_Work to complete_
All of the listing should be output exactly, apart from the pictures.

_Extracted information_
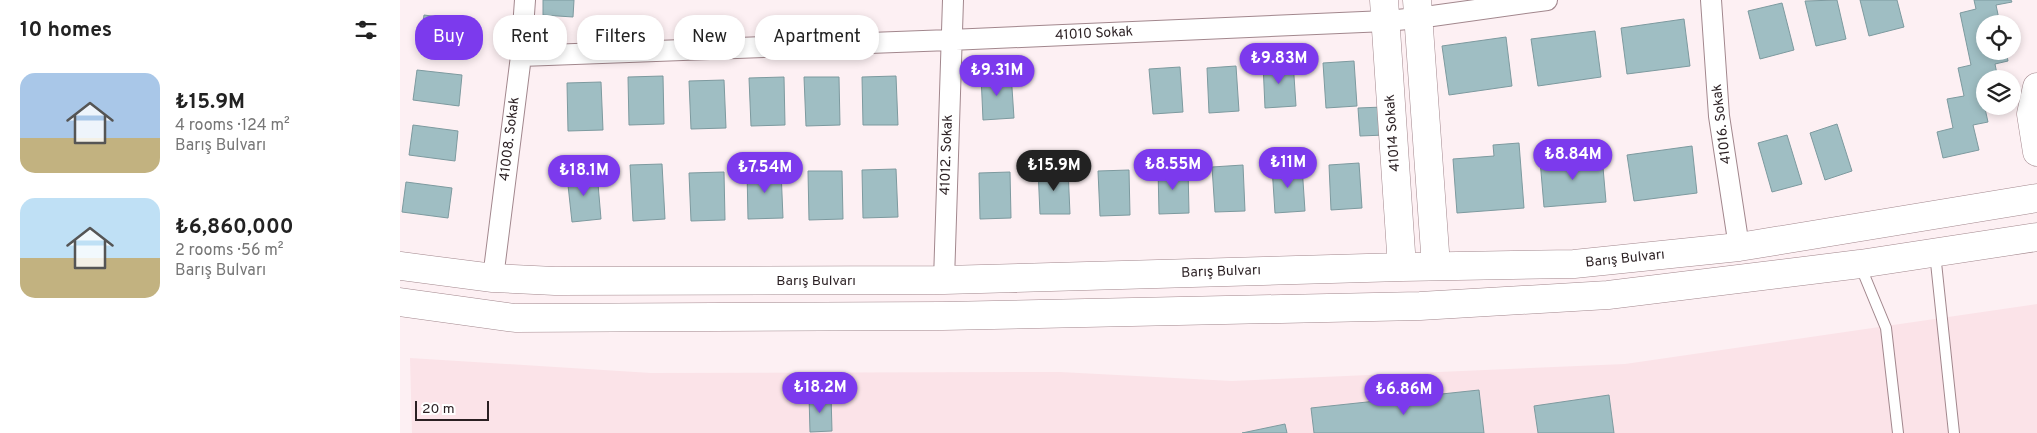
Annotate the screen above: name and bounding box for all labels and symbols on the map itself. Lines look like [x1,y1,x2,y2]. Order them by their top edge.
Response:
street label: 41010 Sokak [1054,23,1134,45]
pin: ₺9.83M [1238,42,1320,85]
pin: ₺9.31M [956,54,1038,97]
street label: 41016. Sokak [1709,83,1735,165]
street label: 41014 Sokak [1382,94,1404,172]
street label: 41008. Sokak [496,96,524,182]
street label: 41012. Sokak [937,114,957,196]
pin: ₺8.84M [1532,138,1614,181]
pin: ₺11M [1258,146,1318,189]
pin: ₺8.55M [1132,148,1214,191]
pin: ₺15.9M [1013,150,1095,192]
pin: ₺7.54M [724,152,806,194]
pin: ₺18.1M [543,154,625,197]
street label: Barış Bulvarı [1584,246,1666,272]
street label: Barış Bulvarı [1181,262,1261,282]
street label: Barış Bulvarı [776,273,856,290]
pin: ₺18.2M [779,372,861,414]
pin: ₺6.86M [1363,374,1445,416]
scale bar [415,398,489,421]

_Answer to this problem_
Annotate the screen above: name and bounding box for all labels and symbols on the map itself. Lines look like [x1,y1,x2,y2]. Order them by their top edge.
Response:
street label: 41010 Sokak [1054,23,1134,45]
pin: ₺9.83M [1238,42,1320,85]
pin: ₺9.31M [956,54,1038,97]
street label: 41016. Sokak [1709,83,1735,165]
street label: 41014 Sokak [1382,94,1404,172]
street label: 41008. Sokak [496,96,524,182]
street label: 41012. Sokak [937,114,957,196]
pin: ₺8.84M [1532,138,1614,181]
pin: ₺11M [1258,146,1318,189]
pin: ₺8.55M [1132,148,1214,191]
pin: ₺15.9M [1013,150,1095,192]
pin: ₺7.54M [724,152,806,194]
pin: ₺18.1M [543,154,625,197]
street label: Barış Bulvarı [1584,246,1666,272]
street label: Barış Bulvarı [1181,262,1261,282]
street label: Barış Bulvarı [776,273,856,290]
pin: ₺18.2M [779,372,861,414]
pin: ₺6.86M [1363,374,1445,416]
scale bar [415,398,489,421]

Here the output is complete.